The latest release of our SDK, 0.6.0, includes a host of new features to improve usability and squeeze even more performance out of your applications. Some of the highlights include new communications primitives, enhanced support for generics, more example programs and a new runtime.

The Cerebras SDK

The Cerebras SDK is our platform for enabling developers to utilize the full power of the Cerebras Wafer-Scale Engine, the massive 850,000 core chip that sits at the heart of the Cerebras CS-2 system. The SDK allows users to write completely custom applications using the Cerebras Software Language (CSL), a C-like language built around a dataflow programming model. In this model, computation is activated by the arrival of data on a processing element (PE) from the fabric that knits the cores together.

CSL and the Cerebras SDK are already enabling innovation in computational science. The single-cycle memory accesses and ultra-fast fabric presents a totally new paradigm for HPC applications. In particular, TotalEnergies has been using the SDK to reinvent high performance simulations for energy research. You can read about that work here, but in short, TotalEnergies used the Cerebras CS-2 system to turn a stencil code problem that had long been accepted to be memory-bound, into a compute-bound one. On a benchmark case by a seismic kernel used to image the Earth, the CS-2 delivered more than 200x performance compared to a NVIDIA® A100 GPU.

Library support

The CSL libraries are better than ever. We’ve introduced a new library with collective communications primitives to implement broadcast, scatter, gather, and single precision add-reduce operations across rows and columns of PEs. All of the routing configuration is handled completely behind the scenes, so users no longer have to manually implement these common operations.

To developers who have utilized MPI for distributed memory programming, these primitives should look very familiar. For example, a broadcast operation across a row of PEs can be implemented something like this:

if (collective_comms.pe_id == 0) {
  collective_comms.broadcast(0, send_buf, num_elems, broadcast_color);
} else {
collective_comms.broadcast(0, recv_buf, num_elems, broadcast_color);
}

In this case, the PE with pe_id 0 sends num_elems number of elements from its send_buf to the recv_bufs of all other PEs along its row, using broadcast_color as the color for routing. The collective_comms module in this example is instantiated on import to specify that the operations occur across rows of PEs.  Future work will include implementations of all-scatter and all-gather primitives, and additional reduce operations.
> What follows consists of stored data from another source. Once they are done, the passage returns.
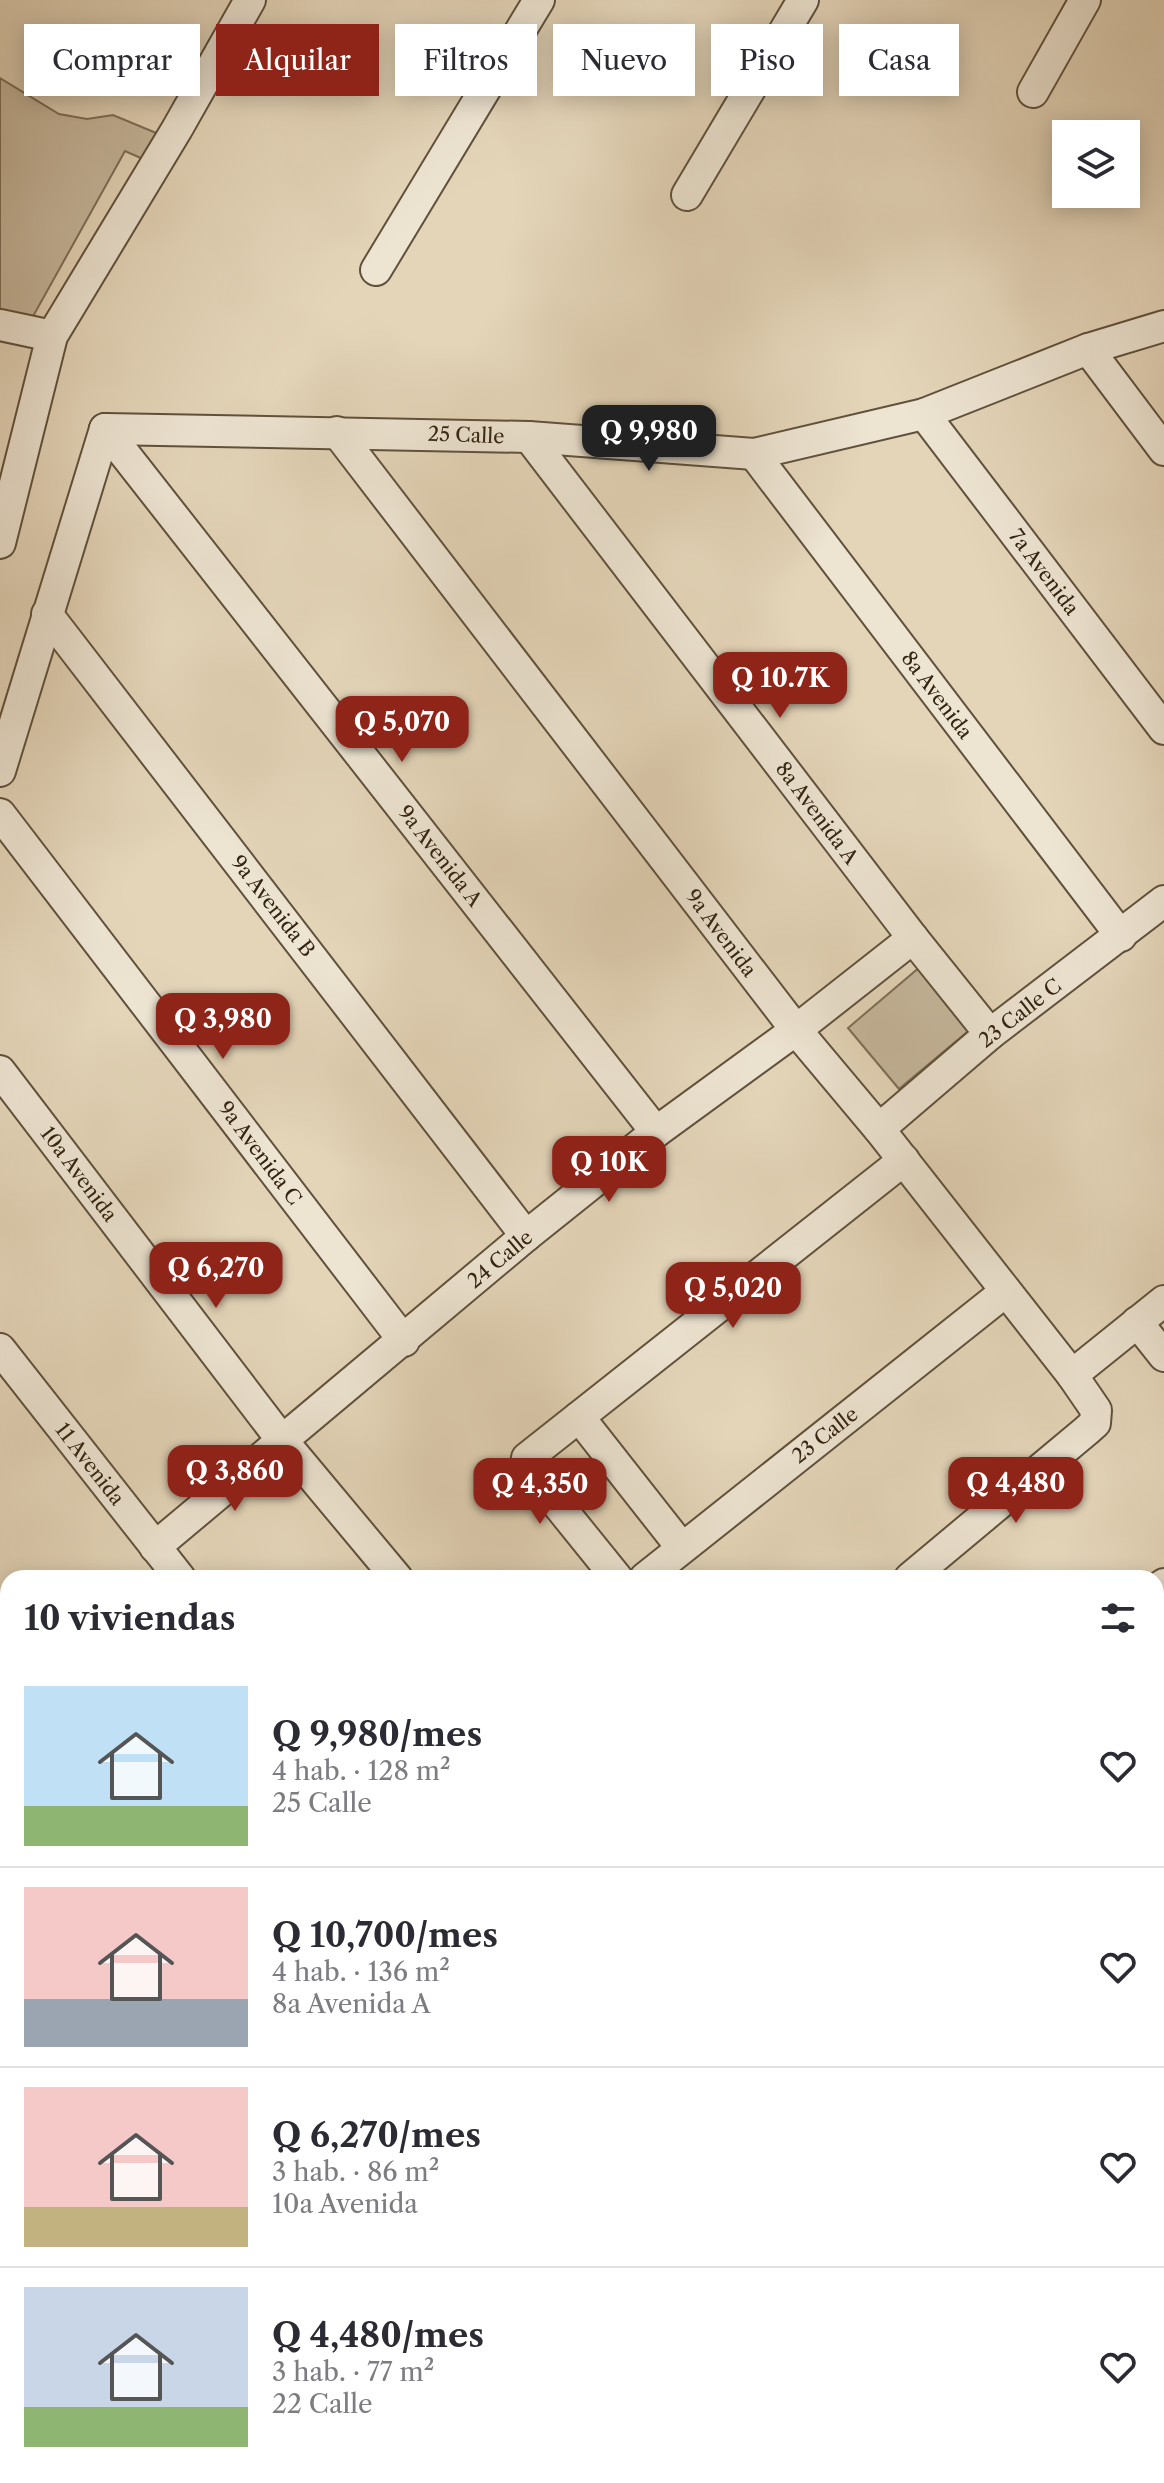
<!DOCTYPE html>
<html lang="es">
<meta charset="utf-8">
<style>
body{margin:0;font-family:"Libre Caslon Text",serif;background:#f7f7f7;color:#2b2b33;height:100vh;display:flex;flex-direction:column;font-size:30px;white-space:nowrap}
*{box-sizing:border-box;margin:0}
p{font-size:26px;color:#7c7c81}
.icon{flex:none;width:44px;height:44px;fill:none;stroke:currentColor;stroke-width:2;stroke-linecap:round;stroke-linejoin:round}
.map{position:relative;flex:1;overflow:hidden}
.panel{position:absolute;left:0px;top:1570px;width:1164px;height:914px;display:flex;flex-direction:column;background:#fff;border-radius:24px 24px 0 0;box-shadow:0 4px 20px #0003}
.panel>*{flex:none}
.top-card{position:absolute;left:24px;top:24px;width:1116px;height:72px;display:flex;gap:16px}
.fabs{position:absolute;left:1052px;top:120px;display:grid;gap:16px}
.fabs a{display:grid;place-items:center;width:88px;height:88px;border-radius:0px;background:#fff;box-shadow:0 4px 20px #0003;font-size:40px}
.price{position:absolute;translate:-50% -68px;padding:0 18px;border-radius:16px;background:#8f2418;color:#fff;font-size:26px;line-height:52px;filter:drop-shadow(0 2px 4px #0008)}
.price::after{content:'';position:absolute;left:50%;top:48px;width:24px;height:18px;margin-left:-12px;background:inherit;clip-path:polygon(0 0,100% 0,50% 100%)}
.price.active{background:#222;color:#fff}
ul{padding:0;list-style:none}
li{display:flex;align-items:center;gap:24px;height:200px;padding:0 24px}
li+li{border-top:2px solid #e1e1e2}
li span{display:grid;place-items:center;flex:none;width:224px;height:160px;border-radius:0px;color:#555}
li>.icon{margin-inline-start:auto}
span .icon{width:96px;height:96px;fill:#fffc;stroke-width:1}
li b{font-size:34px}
h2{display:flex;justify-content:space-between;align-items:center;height:96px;padding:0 24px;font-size:34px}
.pill{padding:0 28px;border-radius:0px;background:#fff;box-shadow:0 4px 20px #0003;font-size:28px;line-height:72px}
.pill.active{background:#8f2418;color:#fff}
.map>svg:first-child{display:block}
</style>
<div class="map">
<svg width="1164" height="2483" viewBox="0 0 1164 2483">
<rect width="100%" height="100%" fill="#e4d5b9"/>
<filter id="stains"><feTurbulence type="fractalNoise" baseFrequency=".0025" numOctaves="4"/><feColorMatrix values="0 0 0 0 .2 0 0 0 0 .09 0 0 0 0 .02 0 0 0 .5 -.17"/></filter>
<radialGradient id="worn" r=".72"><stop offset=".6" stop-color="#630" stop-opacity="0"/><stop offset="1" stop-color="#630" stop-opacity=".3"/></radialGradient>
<g fill="#c6b79d" stroke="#7d6e58" stroke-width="2">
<polygon points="0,78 59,114 87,119 113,115 161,135 143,159 125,151 31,320 0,314"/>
<polygon points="927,961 979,1022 899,1089 848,1028"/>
</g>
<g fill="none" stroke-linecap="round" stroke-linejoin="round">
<defs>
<g id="street">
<polyline points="1033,92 1085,0"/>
<polyline points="687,195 803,0"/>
<polyline points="376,270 539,0"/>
<polyline points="0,325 52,336"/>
<polyline points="1088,349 1164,450"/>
<polyline points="924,414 1164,729"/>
<polyline points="105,429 529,437 754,454 924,414 1088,349 1164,326"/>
<polyline points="105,429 656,1132"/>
<polyline points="337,432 796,1030 879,1129 1072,1375 1096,1410 1095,1423 1086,1431 910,1578"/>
<polyline points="529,437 913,938 990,1034"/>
<polyline points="754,454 1121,936"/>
<polyline points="0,543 52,336 177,129 250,0"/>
<polyline points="47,614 526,1236"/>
<polyline points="0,771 105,429"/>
<polyline points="0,814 404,1341"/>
<polyline points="0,1071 281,1439 397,1578"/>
<polyline points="879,1129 990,1034 1164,901"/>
<polyline points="1137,1322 1164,1356"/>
<polyline points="0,1349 180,1578"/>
<polyline points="1072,1375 1164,1301"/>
<polyline points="579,1417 682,1548"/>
<polyline points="155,1547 526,1236 656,1132 796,1030 913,938"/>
<polyline points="617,1578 529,1469 526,1464 527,1458 904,1160"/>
<polyline points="645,1578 1005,1292"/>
<polyline points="1156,1590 1164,1584"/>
<polyline points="0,1617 8,1628"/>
<polyline points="1156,1749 1164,1760"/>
<polyline points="1156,1795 1164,1789"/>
<polyline points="0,1880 8,1890"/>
<polyline points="1156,1997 1164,1991"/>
<polyline points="0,2141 8,2151"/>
<polyline points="1156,2224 1164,2218"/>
<polyline points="0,2380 8,2390"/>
<polyline points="1156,2447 1164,2441"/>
<polyline points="475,2476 481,2483"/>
<polyline points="671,2476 676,2483"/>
<polyline points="345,2483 354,2476"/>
<polyline points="591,2483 600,2476"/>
<polyline points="833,2483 842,2476"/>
<polyline points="1109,2483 1118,2476"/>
</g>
</defs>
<use href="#street" stroke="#60513c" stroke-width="34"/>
<use href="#street" stroke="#ede4d2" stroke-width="30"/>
</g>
<g text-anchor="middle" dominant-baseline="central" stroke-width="7" stroke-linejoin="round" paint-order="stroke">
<g font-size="20" fill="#342512" stroke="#ede4d2">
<text transform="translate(466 435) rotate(2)">25 Calle</text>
<text transform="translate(1044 572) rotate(53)">7a Avenida</text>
<text transform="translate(937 695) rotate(53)">8a Avenida</text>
<text transform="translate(817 813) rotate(53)">8a Avenida A</text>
<text transform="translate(440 856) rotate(52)">9a Avenida A</text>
<text transform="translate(273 906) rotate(52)">9a Avenida B</text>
<text transform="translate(721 933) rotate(53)">9a Avenida</text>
<text transform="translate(1020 1013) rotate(-38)">23 Calle C</text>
<text transform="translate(260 1153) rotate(53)">9a Avenida C</text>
<text transform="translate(79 1174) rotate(53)">10a Avenida</text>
<text transform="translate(500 1259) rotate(-40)">24 Calle</text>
<text transform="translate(825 1435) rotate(-38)">23 Calle</text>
<text transform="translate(90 1464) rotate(52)">11 Avenida</text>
</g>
</g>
<rect width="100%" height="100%" filter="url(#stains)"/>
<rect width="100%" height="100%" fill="url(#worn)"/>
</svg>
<div class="fabs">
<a><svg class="icon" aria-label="layers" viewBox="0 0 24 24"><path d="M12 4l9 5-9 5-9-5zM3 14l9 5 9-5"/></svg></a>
</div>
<b class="price active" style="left:649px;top:473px">Q 9,980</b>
<b class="price" style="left:780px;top:720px">Q 10.7K</b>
<b class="price" style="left:402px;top:764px">Q 5,070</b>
<b class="price" style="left:223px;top:1061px">Q 3,980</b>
<b class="price" style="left:609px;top:1204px">Q 10K</b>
<b class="price" style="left:216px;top:1310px">Q 6,270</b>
<b class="price" style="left:733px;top:1330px">Q 5,020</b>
<b class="price" style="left:235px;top:1513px">Q 3,860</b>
<b class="price" style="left:1016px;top:1525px">Q 4,480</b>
<b class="price" style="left:540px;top:1526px">Q 4,350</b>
<div class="top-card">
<a class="pill">Comprar</a>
<a class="pill active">Alquilar</a>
<a class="pill">Filtros</a>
<a class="pill">Nuevo</a>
<a class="pill">Piso</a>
<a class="pill">Casa</a>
</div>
<section class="panel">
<h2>10 viviendas<svg class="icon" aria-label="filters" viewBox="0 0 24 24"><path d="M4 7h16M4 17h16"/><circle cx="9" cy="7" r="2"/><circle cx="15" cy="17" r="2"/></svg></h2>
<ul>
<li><span style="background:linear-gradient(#bfe0f5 75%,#8fb573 0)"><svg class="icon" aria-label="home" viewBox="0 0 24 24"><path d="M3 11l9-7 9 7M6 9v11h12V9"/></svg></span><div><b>Q 9,980/mes</b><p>4 hab. · 128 m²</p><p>25 Calle</p></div><svg class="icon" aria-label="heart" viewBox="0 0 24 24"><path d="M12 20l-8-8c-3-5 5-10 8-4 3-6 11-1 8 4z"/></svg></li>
<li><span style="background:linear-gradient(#f6c9c9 70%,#9aa5b1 0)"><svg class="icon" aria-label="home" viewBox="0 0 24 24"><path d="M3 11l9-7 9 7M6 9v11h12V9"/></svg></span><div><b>Q 10,700/mes</b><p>4 hab. · 136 m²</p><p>8a Avenida A</p></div><svg class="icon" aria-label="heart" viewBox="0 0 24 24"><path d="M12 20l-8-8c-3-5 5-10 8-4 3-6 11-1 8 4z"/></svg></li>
<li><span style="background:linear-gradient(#f6c9c9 75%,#c2b280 0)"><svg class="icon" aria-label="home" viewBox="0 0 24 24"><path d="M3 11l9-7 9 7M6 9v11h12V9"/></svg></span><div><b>Q 6,270/mes</b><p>3 hab. · 86 m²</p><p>10a Avenida</p></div><svg class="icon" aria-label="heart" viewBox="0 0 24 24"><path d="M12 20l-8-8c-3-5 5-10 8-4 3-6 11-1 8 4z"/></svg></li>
<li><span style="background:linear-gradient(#c9d6e8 75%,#8fb573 0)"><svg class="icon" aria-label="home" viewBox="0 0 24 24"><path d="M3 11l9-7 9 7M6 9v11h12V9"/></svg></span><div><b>Q 4,480/mes</b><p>3 hab. · 77 m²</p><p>22 Calle</p></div><svg class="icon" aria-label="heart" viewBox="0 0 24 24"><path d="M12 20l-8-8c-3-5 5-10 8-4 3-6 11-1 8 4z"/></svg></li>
</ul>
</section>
</div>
Additionally, the math library has introduced more efficient implementations of several critical functions, including half-precision sin and cos implementations. Several small libraries with quality-of-life utility functions have been introduced as well.

CSL language improvements

The CSL language itself has several major enhancements. CSL now features improved support for generics, giving users a way to write functions with unspecified types. Now you can write generic functions which are specialized at compile time depending on the type of their input arguments. In fact, CSL’s entire math library has been rewritten to take advantage of this, and now generically implements IEEE floating point functions, increasing code reuse and maintainability of our libraries.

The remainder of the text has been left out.